Wenn Carl Icahn bei einem Unternehmen einsteigt, haben die Entscheidungsträger für gewöhnlich allen Grund, nervös zu werden. Der US-Milliardär ist bekannt dafür, sich bei unterbewerteten Unternehmen einzunisten. Mit aggressiven Strategien drängt er dann auf Veränderungen, von denen vor allem die Aktionäre profitieren. Dazu gehören etwa Aktienrückkäufe, Restrukturierungsmassnahmen oder gar der Verkauf des Unternehmens. Meist ist Icahn am Ende um viele Millionen Dollar reicher, während die betroffenen Firmen mit den nicht immer positiven Folgen zu kämpfen haben.

Einem Medienbericht zufolge ist der US-Milliardär in den letzten Tagen bei Bristol-Myers Squibb (BMS) eingestiegen. Ziel sei es, den traditionsreichen Pharmakonzern an einen finanzkräftigen Rivalen zu verkaufen oder mit einem solchen zu verschmelzen, so heisst es.

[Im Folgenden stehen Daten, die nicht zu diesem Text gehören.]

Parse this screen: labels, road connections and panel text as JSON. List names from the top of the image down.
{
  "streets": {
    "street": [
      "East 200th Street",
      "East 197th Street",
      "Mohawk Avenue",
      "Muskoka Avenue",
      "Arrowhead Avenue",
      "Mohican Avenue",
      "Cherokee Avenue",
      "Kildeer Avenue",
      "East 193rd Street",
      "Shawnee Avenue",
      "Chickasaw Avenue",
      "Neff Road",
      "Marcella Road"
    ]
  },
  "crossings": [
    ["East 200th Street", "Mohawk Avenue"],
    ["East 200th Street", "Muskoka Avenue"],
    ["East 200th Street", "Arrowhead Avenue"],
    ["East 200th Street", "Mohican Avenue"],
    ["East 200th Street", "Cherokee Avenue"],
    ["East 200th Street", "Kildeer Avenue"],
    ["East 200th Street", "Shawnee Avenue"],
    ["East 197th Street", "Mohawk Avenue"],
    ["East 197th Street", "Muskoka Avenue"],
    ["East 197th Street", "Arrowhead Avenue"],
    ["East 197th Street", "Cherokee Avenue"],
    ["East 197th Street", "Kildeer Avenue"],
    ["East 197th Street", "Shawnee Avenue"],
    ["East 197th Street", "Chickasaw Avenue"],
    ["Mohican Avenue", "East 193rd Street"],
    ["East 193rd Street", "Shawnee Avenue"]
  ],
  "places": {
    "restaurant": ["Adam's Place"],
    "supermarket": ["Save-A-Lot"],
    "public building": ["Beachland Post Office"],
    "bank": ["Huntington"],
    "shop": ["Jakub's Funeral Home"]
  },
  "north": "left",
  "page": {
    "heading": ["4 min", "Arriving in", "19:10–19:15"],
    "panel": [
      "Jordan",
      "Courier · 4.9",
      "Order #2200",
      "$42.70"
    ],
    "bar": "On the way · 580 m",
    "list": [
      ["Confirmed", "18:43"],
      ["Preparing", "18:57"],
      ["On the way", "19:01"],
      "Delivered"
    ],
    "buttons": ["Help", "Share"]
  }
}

BMS passt nicht ins "Beuteschema" von Novartis

Noch ist zwar unklar, in welchem Umfang sich Icahn beteiligt hat. Dennoch dürfte sein Engagement mehr als bloss ein Zufall sein. Denn seit gut einer Woche wird neben dem Branchenprimus Pfizer auch Roche und Novartis ein Interesse an Bristol-Myers Squibb nachgesagt. Quelle dieser Spekulationen ist der Nachrichtendienst "Street Insider". Dieser wusste auch schon frühzeitig von der Übernahme von Actelion durch Johnson & Johnson.

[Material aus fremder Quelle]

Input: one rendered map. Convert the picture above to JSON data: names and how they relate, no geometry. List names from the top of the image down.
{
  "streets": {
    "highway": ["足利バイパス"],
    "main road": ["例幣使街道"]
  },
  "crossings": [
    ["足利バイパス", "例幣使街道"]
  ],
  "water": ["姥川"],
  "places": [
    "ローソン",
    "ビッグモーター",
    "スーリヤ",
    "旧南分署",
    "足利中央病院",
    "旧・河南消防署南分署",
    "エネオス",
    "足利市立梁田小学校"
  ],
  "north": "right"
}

Kursentwicklung von Bristol-Myers Squibb (rot) verglichen mit jener von Novartis (grün) und Roche (violett) über 12 Monate; Quelle: www.cash.ch

Mit einem Börsenwert von gut 90 Milliarden Dollar will Bristol-Myers so gar nicht ins "Beuteschema" von Novartis passen. Eigenen Angaben zufolge sucht der Basler Gesundheitskonzern nach kleineren Übernahmegelegenheiten im Transaktionswert von bis zu 5 Milliarden Dollar. Solche sind zur Zeit aber nur schwer zu kriegen. Ausserdem muss sich Novartis die Kritik gefallen lassen, der Konkurrenz auf dem Gebiet der Immunonkologie weit hinterher zu hinken. Obwohl Bristol-Myers Squibb zuletzt produktseitige Rückschläge zu beklagen hatte, gilt das Unternehmen noch immer als Pionier auf diesem Therapiegebiet.

Würde sich Novartis des Problemkinds Alcon entledigen?

Allgemein würden Novartis und Bristol-Myers Squibb gut zueinander passen, so heisst es in Expertenkreisen. Einzig bei den Medikamenten gegen Leukämie gibt es mit Glivec und Tasigna auf der einen und Sprycel auf der andern Seite gewisse Überschneidungen. Womöglich müsste sich das neu entstehende Unternehmen von einem der Produkte trennen, um wettbewerbsrechtliche Hürden nehmen zu können.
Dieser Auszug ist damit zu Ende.